## Work instruction
Among the lines of the data, copy those that hold "halo".
*** Records supplied ***
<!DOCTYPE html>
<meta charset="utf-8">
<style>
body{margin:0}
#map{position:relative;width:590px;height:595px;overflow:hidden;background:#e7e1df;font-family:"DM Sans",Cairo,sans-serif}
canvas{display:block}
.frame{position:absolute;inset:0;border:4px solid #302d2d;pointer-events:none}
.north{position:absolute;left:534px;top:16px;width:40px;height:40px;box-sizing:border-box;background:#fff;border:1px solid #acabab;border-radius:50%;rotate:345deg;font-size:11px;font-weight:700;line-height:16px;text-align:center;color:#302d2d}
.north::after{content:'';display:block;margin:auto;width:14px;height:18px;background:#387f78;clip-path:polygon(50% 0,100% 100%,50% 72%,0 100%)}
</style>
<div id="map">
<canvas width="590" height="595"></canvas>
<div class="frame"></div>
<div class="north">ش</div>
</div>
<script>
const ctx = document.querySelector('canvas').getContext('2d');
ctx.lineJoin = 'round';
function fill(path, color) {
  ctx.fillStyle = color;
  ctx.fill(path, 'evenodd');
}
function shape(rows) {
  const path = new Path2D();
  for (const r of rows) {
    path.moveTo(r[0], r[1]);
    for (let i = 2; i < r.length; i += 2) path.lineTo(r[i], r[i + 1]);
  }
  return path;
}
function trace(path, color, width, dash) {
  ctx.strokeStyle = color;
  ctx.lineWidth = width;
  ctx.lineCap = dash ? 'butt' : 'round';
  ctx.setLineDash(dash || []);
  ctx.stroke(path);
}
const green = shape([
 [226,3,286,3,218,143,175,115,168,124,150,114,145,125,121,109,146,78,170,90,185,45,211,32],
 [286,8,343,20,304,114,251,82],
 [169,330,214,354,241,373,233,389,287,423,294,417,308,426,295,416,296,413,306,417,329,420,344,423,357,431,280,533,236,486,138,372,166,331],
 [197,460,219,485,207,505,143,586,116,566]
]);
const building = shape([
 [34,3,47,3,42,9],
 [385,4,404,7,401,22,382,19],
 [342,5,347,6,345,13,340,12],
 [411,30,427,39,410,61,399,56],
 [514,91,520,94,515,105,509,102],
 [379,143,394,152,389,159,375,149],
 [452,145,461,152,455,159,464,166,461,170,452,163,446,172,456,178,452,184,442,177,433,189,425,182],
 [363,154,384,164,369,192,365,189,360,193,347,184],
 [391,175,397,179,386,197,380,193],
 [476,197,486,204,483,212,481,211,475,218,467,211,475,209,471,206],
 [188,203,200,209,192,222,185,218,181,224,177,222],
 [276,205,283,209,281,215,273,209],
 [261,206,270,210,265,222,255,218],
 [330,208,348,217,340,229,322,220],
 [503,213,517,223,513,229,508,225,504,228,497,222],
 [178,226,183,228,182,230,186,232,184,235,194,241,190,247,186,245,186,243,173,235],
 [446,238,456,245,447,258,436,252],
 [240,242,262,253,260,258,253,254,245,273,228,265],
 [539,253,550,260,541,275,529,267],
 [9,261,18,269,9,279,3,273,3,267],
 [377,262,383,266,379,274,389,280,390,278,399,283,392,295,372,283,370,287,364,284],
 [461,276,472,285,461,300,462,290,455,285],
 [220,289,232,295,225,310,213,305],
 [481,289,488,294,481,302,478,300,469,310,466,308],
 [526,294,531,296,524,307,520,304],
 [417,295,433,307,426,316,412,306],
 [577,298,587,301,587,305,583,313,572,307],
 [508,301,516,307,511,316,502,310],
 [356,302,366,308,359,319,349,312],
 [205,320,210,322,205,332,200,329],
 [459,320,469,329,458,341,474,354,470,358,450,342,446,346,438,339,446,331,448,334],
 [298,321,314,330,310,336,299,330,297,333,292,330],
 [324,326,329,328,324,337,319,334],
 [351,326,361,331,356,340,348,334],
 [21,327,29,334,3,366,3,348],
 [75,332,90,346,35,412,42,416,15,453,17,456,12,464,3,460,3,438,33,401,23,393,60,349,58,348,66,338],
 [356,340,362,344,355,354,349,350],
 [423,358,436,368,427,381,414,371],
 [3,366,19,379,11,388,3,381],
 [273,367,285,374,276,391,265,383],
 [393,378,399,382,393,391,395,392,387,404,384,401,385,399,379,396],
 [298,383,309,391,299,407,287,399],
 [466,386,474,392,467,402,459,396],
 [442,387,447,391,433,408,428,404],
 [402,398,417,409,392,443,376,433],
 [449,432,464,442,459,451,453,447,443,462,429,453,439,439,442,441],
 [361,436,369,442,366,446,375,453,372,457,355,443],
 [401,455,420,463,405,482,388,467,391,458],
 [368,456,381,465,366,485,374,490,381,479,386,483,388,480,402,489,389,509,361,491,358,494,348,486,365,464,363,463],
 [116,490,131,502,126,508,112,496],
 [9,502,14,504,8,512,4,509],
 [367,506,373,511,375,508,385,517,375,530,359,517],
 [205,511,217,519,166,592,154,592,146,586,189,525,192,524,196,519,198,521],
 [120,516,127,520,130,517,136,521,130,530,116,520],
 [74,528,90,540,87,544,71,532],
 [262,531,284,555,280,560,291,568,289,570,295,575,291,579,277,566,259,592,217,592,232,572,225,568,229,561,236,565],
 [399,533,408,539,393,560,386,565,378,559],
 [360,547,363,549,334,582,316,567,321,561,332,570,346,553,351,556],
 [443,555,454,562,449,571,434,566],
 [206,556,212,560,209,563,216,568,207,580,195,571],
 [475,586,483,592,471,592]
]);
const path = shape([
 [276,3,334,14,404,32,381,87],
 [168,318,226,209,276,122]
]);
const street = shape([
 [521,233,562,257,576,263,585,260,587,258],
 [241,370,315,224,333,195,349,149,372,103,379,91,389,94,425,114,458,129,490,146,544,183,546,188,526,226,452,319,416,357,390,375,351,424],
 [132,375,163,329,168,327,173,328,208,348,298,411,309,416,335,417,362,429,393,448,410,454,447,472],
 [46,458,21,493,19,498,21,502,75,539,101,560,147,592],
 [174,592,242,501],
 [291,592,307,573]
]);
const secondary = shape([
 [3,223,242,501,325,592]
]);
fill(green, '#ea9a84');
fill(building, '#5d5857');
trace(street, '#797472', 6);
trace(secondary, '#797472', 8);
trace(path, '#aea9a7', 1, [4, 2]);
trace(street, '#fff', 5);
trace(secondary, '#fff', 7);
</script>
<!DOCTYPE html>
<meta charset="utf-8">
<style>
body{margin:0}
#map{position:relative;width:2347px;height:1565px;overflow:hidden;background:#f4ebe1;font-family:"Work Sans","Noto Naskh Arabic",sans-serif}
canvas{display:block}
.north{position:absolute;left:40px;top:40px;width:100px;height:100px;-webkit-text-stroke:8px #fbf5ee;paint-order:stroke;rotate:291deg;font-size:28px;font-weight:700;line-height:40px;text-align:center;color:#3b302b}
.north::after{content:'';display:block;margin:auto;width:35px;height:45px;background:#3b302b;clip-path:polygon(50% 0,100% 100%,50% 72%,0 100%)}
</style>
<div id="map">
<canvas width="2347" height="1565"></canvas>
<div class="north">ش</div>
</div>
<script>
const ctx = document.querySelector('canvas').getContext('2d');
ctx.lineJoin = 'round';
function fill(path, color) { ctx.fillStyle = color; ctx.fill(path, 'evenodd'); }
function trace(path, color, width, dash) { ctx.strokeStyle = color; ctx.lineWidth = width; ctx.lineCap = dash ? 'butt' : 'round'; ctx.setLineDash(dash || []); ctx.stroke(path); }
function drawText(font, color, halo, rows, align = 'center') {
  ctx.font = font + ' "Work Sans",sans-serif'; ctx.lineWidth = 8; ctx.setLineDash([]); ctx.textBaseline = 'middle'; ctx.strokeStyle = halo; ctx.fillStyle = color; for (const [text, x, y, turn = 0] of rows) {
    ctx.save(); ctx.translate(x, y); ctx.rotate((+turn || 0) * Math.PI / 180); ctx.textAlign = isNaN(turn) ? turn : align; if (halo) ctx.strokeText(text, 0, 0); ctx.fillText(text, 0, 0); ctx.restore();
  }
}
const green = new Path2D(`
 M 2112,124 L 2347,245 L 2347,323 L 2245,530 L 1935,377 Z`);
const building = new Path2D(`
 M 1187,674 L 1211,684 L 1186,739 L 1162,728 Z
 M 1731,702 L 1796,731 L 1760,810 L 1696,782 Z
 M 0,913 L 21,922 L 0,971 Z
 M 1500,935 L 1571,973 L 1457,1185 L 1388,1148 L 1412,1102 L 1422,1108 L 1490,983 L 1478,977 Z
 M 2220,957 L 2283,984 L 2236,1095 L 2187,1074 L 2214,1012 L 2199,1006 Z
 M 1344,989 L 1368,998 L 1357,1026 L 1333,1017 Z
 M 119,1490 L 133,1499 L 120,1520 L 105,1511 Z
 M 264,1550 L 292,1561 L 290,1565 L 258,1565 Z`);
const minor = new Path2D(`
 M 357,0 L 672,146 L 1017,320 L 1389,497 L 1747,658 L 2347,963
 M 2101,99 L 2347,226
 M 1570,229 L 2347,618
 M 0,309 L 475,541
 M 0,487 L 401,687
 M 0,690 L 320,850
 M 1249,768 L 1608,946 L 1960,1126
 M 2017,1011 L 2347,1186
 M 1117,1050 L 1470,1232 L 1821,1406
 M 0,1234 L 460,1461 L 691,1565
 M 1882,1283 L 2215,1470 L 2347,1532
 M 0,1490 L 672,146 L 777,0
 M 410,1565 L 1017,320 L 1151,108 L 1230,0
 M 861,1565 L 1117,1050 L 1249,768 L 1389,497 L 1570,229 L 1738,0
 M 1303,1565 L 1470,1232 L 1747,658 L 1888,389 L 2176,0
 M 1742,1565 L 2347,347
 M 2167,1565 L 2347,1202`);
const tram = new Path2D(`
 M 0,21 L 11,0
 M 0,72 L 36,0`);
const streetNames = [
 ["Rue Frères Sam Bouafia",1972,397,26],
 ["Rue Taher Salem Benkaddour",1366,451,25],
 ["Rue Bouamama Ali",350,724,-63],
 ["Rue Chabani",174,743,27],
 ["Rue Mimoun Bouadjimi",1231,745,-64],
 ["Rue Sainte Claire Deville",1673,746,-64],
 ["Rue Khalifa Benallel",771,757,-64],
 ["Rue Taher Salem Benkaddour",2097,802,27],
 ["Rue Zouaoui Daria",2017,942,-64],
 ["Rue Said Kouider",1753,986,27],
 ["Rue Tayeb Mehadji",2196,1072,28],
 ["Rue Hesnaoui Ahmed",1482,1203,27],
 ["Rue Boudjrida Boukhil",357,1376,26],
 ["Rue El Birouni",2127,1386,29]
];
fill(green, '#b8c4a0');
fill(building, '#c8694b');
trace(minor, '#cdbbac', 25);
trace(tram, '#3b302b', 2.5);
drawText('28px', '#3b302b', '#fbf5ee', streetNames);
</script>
*** End of Records supplied ***
## Solution to the problem
function drawText(font, color, halo, rows, align = 'center') {
  ctx.font = font + ' "Work Sans",sans-serif'; ctx.lineWidth = 8; ctx.setLineDash([]); ctx.textBaseline = 'middle'; ctx.strokeStyle = halo; ctx.fillStyle = color; for (const [text, x, y, turn = 0] of rows) {
    ctx.save(); ctx.translate(x, y); ctx.rotate((+turn || 0) * Math.PI / 180); ctx.textAlign = isNaN(turn) ? turn : align; if (halo) ctx.strokeText(text, 0, 0); ctx.fillText(text, 0, 0); ctx.restore();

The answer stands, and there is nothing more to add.